* [WORK REQUIRED] Print exactly the lines that run from the opening line of the material through the line with "2px #1b2f5e) drop-shadow(0", and nothing else, leaving out pictures.

* [AVAILABLE DATA]
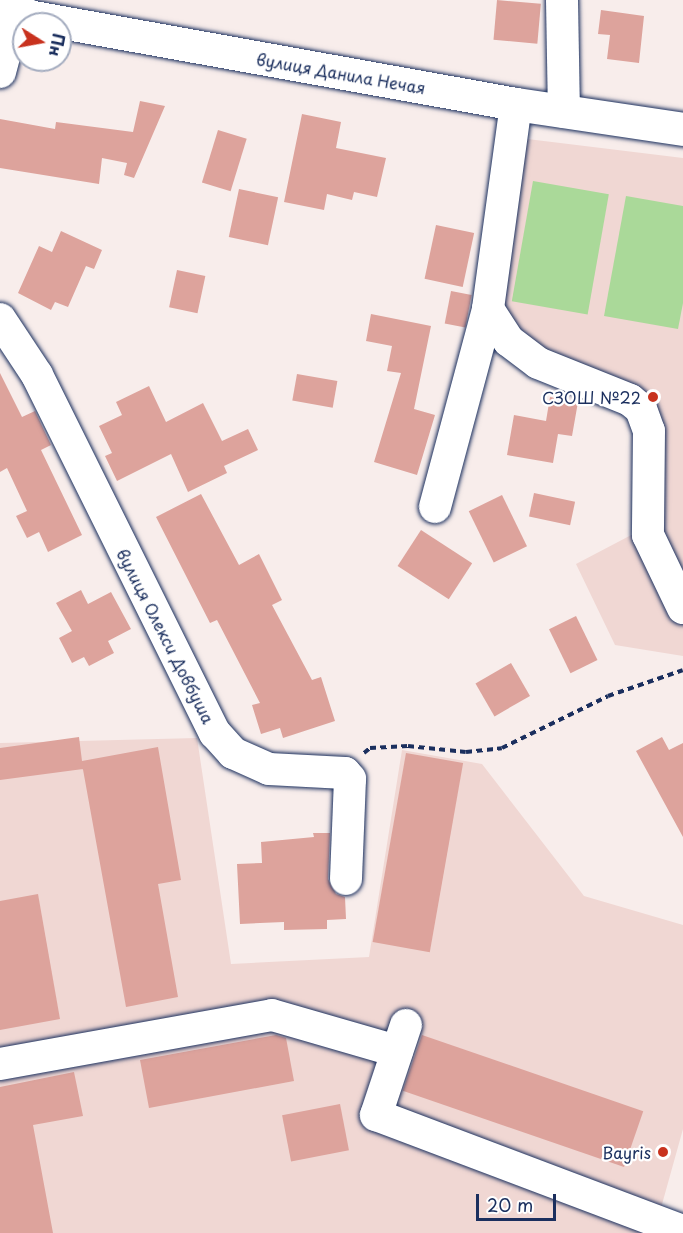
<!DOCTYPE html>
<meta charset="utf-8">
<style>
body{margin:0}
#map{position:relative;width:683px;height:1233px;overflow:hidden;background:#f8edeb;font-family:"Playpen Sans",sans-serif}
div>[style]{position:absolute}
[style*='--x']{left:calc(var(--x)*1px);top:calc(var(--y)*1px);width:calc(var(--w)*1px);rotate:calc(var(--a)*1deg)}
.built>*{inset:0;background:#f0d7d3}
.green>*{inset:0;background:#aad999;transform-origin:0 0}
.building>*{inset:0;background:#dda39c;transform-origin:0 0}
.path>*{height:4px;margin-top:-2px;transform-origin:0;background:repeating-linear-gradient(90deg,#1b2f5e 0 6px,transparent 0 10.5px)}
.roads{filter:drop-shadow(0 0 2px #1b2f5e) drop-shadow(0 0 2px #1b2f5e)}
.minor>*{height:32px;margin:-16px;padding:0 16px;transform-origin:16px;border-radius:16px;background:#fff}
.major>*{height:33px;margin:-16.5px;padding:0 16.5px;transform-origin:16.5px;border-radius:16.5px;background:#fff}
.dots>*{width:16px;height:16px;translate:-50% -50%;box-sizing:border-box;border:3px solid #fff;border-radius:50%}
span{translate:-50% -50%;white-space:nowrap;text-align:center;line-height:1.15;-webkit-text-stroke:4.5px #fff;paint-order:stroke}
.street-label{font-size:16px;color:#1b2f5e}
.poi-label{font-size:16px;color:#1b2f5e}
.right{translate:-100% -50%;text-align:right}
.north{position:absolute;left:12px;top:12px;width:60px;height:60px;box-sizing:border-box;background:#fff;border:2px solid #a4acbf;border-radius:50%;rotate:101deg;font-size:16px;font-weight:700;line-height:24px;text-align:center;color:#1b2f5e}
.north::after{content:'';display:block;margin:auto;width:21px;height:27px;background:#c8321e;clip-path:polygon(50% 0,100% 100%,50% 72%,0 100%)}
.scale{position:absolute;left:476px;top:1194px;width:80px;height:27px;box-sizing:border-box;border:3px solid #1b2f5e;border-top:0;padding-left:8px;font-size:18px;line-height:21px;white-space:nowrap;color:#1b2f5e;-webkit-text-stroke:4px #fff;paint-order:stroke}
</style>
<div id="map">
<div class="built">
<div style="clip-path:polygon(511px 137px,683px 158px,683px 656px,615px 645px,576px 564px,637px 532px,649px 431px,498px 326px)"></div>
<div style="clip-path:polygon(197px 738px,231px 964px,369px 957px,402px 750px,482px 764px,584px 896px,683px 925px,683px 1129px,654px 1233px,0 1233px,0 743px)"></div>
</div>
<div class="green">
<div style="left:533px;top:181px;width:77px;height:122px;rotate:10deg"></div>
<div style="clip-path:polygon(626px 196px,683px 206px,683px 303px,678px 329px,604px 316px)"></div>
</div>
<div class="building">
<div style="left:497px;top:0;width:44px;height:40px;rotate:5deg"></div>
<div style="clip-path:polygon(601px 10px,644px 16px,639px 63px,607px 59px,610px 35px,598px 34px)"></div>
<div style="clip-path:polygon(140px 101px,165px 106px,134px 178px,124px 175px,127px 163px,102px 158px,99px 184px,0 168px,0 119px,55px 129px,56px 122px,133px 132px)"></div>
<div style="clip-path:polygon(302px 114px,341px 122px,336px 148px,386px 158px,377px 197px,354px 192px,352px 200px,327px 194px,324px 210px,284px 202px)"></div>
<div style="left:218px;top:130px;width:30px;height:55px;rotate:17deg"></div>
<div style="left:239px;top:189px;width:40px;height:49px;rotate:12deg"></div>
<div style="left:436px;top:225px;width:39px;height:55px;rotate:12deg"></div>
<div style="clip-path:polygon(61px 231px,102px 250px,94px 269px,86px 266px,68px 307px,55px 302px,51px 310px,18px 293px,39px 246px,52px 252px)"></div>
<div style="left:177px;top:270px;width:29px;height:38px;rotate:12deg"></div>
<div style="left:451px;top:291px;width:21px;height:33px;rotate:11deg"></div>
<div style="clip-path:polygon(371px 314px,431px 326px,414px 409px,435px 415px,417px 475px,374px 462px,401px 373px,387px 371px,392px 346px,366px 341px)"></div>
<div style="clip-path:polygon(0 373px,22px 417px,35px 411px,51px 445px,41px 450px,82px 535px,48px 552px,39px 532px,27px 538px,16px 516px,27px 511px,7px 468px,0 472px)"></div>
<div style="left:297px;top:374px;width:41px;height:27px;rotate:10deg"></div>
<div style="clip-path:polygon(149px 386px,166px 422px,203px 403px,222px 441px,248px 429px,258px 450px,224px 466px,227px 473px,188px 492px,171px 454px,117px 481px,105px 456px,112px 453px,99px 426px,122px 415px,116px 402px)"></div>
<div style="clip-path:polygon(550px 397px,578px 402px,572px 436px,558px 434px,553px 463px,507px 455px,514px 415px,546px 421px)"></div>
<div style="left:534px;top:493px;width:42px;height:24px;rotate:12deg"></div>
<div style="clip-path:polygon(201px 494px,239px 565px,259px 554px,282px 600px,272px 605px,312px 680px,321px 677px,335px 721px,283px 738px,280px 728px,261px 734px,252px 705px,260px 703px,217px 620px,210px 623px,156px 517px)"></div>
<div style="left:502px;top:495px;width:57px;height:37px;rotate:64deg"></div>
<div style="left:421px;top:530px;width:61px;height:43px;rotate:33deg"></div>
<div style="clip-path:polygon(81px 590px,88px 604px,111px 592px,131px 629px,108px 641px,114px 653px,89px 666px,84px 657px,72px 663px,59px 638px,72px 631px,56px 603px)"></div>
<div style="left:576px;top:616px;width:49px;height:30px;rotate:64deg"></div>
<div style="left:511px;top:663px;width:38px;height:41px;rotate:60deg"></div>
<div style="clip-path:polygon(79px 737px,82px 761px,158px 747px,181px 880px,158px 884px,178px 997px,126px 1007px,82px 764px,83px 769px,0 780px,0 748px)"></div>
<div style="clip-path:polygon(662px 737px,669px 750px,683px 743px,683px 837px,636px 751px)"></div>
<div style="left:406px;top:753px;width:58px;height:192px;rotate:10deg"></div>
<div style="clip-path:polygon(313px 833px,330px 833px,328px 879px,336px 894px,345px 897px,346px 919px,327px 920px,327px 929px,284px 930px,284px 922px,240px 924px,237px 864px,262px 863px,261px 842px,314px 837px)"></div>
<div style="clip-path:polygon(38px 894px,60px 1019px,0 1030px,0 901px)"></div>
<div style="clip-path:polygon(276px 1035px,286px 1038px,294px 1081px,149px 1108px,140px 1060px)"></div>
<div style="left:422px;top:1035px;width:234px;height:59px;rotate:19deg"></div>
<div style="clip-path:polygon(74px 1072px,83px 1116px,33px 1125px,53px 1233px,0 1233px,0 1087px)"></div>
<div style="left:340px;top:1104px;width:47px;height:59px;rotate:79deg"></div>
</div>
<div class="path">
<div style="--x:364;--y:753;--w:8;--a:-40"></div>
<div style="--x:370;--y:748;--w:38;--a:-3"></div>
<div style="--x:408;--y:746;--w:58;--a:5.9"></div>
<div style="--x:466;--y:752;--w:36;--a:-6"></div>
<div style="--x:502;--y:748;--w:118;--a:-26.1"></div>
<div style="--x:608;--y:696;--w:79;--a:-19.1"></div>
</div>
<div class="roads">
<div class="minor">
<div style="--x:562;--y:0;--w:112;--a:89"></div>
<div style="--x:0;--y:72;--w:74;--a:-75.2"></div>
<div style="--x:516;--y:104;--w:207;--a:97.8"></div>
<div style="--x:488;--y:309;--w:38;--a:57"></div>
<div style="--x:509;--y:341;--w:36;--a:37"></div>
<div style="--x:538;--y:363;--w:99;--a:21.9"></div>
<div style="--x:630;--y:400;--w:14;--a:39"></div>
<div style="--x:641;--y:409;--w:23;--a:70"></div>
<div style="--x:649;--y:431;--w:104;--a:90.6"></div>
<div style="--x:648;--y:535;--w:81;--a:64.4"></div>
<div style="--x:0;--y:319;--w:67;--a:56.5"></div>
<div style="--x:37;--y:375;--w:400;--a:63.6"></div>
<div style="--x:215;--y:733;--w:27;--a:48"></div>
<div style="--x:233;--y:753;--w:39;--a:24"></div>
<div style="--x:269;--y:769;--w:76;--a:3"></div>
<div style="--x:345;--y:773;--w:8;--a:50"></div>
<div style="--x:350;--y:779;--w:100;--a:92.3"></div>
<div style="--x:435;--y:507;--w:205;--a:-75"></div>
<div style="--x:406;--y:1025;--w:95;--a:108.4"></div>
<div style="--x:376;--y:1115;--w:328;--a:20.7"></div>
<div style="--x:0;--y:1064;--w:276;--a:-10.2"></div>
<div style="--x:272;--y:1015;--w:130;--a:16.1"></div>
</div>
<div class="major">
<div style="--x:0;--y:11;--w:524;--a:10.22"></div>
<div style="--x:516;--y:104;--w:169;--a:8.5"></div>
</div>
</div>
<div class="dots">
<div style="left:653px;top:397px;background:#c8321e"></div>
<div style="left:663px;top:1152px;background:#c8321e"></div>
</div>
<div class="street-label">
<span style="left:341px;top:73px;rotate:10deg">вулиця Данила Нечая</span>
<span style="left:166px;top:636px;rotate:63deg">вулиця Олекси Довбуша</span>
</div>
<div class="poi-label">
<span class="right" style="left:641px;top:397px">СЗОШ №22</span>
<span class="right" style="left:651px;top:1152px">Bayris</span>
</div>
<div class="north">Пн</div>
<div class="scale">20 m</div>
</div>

* [RESULT]
<!DOCTYPE html>
<meta charset="utf-8">
<style>
body{margin:0}
#map{position:relative;width:683px;height:1233px;overflow:hidden;background:#f8edeb;font-family:"Playpen Sans",sans-serif}
div>[style]{position:absolute}
[style*='--x']{left:calc(var(--x)*1px);top:calc(var(--y)*1px);width:calc(var(--w)*1px);rotate:calc(var(--a)*1deg)}
.built>*{inset:0;background:#f0d7d3}
.green>*{inset:0;background:#aad999;transform-origin:0 0}
.building>*{inset:0;background:#dda39c;transform-origin:0 0}
.path>*{height:4px;margin-top:-2px;transform-origin:0;background:repeating-linear-gradient(90deg,#1b2f5e 0 6px,transparent 0 10.5px)}
.roads{filter:drop-shadow(0 0 2px #1b2f5e) drop-shadow(0 0 2px #1b2f5e)}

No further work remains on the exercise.